While the plot of The Five-Year Engagement isn't one that will win any awards for creativity, the film is carried to another level by its cast. Jason Segel (How I Met Your Mother, The Muppets, Forgetting Sarah Marshall), building upon his usual affable everyman character, shows a higher level of character development than we usually get from him. Segel's characters usually openly display their emotions (even if it means doing so when not wearing any clothes). Tom Solomon's internalized unhappiness grows as the film goes along, allowing Segel to create a character who is outwardly happy while pressure builds inside. And when I say that Segel creates this character, I have to point out that he actually did create this character. Like with The Muppets and Forgetting Sarah Marshall, the screenplay is his work. The guy's on quite the roll these past few years.
Many reviews of The Five-Year Engagement have referred to Emily Blunt (The Adjustment Bureau, The Devil Wears Prada) as the movie's secret weapon. I'm actually going to nominate another secret weapon in a second, but for this part, I'll agree with those reviews. Blunt was very strong in a supporting role in The Adjustment Bureau, and this film is her chance to go big.

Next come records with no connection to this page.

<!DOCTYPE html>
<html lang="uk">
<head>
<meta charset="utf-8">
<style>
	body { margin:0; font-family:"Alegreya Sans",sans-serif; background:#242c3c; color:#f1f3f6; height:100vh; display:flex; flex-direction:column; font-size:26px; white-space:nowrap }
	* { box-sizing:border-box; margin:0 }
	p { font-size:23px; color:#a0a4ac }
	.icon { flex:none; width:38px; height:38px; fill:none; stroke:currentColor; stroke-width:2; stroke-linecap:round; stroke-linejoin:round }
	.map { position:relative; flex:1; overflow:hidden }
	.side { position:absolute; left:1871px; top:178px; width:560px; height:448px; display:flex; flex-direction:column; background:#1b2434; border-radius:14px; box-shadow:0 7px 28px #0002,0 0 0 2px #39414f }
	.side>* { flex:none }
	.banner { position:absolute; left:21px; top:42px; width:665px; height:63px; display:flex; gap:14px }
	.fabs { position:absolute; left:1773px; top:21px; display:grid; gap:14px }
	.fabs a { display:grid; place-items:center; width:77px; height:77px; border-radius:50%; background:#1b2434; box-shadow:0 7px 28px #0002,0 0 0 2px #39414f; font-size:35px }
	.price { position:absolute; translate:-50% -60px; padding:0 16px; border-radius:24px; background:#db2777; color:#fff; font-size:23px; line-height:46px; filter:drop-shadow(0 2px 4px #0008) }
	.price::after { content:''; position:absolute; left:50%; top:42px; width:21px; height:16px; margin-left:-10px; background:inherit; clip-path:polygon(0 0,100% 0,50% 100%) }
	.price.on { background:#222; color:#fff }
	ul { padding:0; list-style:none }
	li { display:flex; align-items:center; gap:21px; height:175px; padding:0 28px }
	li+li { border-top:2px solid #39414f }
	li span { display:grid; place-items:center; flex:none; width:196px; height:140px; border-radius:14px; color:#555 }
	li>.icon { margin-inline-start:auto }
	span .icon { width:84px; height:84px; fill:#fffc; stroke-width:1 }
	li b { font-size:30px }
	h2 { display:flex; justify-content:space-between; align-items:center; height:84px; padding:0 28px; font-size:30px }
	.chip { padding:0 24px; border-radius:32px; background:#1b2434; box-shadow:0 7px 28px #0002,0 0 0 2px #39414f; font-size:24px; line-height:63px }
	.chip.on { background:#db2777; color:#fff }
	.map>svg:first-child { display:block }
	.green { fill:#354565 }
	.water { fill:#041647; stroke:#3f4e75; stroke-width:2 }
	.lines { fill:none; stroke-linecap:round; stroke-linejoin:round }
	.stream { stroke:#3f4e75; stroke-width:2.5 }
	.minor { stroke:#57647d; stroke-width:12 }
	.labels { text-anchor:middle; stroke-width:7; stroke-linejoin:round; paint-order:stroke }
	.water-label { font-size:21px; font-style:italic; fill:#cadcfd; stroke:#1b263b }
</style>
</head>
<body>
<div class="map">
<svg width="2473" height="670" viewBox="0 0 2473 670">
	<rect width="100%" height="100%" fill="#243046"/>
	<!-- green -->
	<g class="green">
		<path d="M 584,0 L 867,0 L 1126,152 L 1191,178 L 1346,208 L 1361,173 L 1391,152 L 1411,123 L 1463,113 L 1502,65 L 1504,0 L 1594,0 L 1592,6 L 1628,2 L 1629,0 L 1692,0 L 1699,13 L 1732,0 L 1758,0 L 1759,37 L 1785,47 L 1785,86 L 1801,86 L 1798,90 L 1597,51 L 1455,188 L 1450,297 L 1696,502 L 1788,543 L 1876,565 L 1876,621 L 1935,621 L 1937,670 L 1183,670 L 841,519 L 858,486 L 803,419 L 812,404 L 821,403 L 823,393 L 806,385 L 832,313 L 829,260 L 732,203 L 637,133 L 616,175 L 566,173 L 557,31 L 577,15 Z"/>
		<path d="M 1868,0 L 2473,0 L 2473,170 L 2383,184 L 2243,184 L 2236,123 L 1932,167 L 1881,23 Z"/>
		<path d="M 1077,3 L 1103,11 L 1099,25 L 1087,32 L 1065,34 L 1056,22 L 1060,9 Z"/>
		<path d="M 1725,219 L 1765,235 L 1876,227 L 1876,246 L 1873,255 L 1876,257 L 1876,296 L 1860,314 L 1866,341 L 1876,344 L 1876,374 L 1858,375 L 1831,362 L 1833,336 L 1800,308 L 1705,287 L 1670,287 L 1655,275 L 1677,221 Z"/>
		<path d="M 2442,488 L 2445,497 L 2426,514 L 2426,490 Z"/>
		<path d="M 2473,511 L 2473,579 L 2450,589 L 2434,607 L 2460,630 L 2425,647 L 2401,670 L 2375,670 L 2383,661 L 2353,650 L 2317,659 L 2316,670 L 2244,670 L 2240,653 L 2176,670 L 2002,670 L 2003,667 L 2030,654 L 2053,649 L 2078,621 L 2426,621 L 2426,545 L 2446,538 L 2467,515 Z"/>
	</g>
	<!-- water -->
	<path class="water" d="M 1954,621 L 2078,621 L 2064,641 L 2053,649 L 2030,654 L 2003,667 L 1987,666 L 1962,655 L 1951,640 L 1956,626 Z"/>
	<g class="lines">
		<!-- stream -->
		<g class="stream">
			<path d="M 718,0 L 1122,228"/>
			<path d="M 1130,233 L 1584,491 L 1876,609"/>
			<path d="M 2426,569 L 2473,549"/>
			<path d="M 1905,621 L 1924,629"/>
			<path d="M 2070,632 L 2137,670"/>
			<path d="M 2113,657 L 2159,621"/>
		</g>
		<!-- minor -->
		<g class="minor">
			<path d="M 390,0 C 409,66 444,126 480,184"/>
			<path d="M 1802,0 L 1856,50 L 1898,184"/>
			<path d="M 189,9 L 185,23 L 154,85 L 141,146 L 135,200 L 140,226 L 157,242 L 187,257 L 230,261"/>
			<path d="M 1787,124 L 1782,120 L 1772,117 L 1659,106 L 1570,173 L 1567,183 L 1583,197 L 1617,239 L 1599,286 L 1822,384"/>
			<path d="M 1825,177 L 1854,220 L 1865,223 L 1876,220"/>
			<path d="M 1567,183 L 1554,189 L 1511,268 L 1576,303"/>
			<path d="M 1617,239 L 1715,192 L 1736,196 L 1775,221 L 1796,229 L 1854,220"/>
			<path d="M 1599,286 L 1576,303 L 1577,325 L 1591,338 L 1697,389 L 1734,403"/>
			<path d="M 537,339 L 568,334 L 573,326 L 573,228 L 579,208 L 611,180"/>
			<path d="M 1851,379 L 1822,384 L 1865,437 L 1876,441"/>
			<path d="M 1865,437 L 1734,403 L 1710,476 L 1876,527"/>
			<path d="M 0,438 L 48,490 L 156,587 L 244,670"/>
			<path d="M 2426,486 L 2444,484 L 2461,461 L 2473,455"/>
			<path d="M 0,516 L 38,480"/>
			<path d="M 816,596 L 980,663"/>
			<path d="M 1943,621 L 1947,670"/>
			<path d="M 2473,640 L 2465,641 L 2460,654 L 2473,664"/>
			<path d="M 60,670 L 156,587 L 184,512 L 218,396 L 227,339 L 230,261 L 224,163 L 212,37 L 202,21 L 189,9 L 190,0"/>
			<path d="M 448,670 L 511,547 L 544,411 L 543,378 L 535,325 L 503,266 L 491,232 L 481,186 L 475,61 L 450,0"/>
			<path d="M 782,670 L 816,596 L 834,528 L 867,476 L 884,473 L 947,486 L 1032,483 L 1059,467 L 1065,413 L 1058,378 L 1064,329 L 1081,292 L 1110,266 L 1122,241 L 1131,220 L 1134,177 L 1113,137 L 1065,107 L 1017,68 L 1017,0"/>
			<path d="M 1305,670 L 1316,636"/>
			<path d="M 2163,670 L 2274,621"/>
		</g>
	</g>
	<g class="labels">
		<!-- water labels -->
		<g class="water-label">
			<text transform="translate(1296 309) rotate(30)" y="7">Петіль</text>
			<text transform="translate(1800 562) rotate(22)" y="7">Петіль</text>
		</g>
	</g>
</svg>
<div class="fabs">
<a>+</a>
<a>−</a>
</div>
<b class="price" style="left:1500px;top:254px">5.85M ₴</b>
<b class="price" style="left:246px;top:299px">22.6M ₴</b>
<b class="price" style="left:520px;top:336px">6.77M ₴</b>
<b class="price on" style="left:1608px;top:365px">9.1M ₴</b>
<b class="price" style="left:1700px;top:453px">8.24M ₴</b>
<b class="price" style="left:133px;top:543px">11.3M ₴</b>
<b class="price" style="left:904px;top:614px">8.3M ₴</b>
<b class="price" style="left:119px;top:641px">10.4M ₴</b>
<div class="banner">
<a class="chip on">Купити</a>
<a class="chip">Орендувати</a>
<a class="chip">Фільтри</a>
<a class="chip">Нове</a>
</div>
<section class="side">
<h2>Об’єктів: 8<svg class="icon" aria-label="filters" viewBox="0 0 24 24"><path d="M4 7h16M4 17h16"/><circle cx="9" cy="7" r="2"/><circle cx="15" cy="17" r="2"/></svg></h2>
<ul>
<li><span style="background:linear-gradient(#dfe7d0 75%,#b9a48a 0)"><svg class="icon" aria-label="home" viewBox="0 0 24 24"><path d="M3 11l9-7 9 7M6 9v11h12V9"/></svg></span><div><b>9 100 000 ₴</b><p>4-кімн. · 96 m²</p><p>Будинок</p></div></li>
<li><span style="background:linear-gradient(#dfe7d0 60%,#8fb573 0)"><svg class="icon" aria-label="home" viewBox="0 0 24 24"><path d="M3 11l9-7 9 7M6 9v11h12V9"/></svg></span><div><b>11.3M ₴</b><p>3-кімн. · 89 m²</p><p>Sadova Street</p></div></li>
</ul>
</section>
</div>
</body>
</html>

Playing Violet Barnes, she has excellent and believable chemistry with Segel (something you don't always get with your romantic comedy leads ... I'm looking at you, No Strings Attached). In fact, Blunt is the cog that the other pieces of The Five-Year Engagement revolve around, something that is apparent in the scenes she shares with Alison Brie (Community, Mad Men), who plays her sister Suzie.

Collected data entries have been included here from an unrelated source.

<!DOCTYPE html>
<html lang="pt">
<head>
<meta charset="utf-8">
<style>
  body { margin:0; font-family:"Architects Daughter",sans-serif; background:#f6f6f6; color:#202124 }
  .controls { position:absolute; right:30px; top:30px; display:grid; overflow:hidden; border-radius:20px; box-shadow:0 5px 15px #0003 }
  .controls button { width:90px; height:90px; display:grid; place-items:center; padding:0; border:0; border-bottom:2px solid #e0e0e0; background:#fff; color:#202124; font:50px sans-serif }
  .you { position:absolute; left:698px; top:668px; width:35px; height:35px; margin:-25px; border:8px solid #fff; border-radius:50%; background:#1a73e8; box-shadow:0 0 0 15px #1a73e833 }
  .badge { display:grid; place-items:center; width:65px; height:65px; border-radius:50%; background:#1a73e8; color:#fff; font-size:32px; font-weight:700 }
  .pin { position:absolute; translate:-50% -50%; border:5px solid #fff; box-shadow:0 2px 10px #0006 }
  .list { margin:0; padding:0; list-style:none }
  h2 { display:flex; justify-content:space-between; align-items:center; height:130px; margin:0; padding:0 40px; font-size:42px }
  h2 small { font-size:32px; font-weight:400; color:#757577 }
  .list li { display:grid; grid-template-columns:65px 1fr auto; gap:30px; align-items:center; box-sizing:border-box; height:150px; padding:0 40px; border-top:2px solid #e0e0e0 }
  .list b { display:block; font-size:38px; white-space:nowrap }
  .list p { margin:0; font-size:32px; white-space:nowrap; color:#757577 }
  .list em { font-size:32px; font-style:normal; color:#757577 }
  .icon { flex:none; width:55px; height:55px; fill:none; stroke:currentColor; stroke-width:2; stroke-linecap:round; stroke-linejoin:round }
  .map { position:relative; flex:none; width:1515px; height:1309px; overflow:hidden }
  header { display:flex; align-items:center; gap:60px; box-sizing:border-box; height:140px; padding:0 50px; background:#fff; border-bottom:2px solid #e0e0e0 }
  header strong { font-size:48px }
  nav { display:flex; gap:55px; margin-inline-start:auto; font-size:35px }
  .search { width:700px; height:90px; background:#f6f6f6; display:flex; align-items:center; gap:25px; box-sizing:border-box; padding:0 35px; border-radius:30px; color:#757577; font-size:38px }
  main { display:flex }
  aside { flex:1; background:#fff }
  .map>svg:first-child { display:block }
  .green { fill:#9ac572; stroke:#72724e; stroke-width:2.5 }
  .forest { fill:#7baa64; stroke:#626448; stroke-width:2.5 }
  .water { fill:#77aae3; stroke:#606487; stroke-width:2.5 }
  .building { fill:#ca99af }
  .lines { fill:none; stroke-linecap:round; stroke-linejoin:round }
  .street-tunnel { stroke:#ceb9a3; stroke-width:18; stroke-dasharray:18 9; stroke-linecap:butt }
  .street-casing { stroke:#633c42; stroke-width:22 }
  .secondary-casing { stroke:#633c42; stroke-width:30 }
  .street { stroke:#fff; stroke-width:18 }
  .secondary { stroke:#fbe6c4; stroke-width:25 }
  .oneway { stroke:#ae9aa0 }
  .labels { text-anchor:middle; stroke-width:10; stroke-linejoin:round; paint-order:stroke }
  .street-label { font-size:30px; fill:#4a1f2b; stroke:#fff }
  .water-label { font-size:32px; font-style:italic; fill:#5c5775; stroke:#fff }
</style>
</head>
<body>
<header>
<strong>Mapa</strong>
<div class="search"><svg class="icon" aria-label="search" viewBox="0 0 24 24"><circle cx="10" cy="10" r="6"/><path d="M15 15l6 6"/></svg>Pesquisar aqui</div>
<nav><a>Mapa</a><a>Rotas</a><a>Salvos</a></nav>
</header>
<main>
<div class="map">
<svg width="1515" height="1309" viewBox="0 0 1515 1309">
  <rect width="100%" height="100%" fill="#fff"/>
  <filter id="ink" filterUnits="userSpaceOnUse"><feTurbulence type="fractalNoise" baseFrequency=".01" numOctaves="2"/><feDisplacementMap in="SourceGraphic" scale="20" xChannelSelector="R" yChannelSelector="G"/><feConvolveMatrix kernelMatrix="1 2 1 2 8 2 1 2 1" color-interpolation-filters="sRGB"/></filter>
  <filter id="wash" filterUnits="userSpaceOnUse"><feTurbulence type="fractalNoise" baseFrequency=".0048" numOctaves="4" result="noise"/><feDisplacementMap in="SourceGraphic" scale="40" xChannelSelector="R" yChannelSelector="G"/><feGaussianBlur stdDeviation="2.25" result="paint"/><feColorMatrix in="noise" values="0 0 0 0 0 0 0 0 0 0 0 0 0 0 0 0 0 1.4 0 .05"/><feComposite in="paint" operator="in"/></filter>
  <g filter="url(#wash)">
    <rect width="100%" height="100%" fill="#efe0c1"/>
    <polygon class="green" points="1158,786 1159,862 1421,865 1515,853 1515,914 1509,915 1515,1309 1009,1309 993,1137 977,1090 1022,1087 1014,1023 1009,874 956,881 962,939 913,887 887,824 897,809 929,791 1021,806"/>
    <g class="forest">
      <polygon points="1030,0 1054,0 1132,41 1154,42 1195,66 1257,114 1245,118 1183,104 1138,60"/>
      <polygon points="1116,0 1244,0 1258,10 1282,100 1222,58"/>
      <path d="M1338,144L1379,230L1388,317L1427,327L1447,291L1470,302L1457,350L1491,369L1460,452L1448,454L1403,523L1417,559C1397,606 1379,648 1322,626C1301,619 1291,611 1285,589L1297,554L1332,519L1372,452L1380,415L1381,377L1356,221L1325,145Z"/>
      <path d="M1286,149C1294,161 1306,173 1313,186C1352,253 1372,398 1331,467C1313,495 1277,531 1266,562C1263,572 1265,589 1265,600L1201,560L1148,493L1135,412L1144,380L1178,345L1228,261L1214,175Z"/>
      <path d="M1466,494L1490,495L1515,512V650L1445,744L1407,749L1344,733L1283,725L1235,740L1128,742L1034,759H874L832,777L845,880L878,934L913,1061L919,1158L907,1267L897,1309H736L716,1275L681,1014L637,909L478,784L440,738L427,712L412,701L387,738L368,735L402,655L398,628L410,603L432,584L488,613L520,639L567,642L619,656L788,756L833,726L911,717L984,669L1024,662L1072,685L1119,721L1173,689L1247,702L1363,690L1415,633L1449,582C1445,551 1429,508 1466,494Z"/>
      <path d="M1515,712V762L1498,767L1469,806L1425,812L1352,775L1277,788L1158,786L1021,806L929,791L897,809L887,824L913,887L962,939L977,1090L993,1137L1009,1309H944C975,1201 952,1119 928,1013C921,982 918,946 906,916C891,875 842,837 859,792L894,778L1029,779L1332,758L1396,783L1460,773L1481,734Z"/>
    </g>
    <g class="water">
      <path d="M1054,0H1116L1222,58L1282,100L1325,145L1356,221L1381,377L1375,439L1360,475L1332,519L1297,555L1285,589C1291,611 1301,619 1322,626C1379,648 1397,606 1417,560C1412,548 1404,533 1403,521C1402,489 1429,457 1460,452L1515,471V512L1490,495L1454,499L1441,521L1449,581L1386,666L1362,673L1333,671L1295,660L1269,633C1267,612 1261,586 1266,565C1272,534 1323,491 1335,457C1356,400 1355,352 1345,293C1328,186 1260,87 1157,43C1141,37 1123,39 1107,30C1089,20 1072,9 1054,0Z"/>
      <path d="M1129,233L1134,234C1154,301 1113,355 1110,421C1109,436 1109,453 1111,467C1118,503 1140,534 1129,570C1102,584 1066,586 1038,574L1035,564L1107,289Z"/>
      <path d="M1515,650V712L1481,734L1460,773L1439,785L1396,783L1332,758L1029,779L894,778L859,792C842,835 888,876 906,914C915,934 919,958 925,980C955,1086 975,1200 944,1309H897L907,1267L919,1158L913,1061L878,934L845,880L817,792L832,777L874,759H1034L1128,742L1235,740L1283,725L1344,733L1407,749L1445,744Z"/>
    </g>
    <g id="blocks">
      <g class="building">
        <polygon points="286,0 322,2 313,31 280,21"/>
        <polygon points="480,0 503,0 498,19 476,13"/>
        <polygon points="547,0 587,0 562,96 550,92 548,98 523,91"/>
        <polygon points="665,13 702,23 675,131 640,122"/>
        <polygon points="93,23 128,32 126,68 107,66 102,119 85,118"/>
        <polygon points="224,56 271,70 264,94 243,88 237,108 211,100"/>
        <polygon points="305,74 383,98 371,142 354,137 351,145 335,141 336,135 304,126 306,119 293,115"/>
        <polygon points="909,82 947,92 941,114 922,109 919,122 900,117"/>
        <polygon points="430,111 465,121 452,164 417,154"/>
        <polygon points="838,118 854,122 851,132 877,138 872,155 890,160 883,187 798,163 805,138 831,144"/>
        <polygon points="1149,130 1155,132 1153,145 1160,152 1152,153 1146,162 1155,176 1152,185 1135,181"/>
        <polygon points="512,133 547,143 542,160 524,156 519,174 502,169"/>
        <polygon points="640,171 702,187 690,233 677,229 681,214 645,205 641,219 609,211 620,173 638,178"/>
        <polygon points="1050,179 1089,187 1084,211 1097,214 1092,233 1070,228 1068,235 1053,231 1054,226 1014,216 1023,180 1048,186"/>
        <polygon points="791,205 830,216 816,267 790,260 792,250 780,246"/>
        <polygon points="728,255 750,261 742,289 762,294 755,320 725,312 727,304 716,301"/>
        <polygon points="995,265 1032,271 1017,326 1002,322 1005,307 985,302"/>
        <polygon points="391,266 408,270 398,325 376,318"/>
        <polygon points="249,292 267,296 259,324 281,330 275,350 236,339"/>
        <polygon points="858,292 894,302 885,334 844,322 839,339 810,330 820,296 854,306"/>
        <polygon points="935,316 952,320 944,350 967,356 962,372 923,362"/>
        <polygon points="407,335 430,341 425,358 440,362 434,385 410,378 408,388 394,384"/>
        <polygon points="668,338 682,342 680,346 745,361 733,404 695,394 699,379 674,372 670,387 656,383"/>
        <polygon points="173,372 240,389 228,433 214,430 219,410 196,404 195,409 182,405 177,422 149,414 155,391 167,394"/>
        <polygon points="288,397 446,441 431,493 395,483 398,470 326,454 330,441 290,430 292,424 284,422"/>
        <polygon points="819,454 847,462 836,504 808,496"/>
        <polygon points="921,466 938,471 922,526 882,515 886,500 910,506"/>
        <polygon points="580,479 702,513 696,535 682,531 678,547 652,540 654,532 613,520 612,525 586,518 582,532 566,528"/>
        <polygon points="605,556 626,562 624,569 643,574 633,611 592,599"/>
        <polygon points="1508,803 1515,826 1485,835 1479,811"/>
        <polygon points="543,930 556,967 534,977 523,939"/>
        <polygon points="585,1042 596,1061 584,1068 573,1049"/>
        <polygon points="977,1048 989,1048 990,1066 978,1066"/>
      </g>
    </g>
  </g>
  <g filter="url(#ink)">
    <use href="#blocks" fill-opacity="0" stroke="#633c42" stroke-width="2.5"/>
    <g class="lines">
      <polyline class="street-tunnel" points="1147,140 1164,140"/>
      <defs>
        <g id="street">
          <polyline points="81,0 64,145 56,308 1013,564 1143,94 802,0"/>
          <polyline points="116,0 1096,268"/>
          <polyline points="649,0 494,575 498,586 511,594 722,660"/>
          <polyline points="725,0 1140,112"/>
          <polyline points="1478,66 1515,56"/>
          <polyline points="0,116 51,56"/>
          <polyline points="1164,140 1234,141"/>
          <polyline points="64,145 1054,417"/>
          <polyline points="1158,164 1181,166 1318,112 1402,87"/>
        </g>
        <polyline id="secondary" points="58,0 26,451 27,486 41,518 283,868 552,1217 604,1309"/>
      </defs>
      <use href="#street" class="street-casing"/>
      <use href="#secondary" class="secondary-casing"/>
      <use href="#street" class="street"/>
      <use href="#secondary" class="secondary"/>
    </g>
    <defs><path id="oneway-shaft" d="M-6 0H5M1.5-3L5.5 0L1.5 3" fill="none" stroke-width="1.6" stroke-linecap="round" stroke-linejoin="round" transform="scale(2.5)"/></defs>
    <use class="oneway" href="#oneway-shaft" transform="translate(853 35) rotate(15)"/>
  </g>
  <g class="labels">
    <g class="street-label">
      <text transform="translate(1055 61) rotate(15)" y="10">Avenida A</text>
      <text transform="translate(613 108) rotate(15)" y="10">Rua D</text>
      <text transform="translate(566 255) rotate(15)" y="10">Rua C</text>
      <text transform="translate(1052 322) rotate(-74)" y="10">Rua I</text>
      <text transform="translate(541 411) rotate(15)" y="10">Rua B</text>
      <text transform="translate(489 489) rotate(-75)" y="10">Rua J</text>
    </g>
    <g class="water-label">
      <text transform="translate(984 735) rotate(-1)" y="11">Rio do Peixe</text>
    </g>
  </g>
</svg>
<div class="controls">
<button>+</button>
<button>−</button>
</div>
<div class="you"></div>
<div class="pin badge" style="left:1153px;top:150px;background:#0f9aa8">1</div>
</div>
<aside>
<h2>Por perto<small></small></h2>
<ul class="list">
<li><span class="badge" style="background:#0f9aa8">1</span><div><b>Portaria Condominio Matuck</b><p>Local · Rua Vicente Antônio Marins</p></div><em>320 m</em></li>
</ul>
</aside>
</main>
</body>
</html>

Which leads us to my nominations for the other secret weapon of The Five-Year Engagement — Brie and Chris Pratt (Parks and Recreation, Moneyball). Playing the couple of Suzie (the sister of the bride) and Alex (the best friend of the groom), these two are hilarious together. For those who don't already know her as Community's Annie Edison, The Five-Year Engagement is going to be Brie's breakout role. Two of the film's funniest scenes — an engagement party toast and an argument conducted with an Elmo impression — belong to her (all while donning a British accent). It won't be long before a director casts Brie in a lead role. Pratt continues to show versatility in the roles he chooses, whether its Parks and Rec's Andy (if you haven't seen his Rambo impression yet, catch last night's episode) or the baseball player looking for a second chance in Moneyball.
Director Nicholas Stoller (The Muppets, Forgetting Sarah Marshall), who also wrote the screenplay with Segel, keeps the two-hour movie moving along at a brisk pace, avoiding the traps of the standard romantic comedy. At this point, I'm probably going to watch anything Stoller and Segel put together.
It's not hard to throw together a random cast and create a romantic comedy. I'm sure Patrick Dempsey will agree to be in any romantic comedy you offer him. When you get a cast like the one Segel and Stoller brought together for The Five-Year Engagement, you can create a film that transcends the cookie-cutter romantic comedy.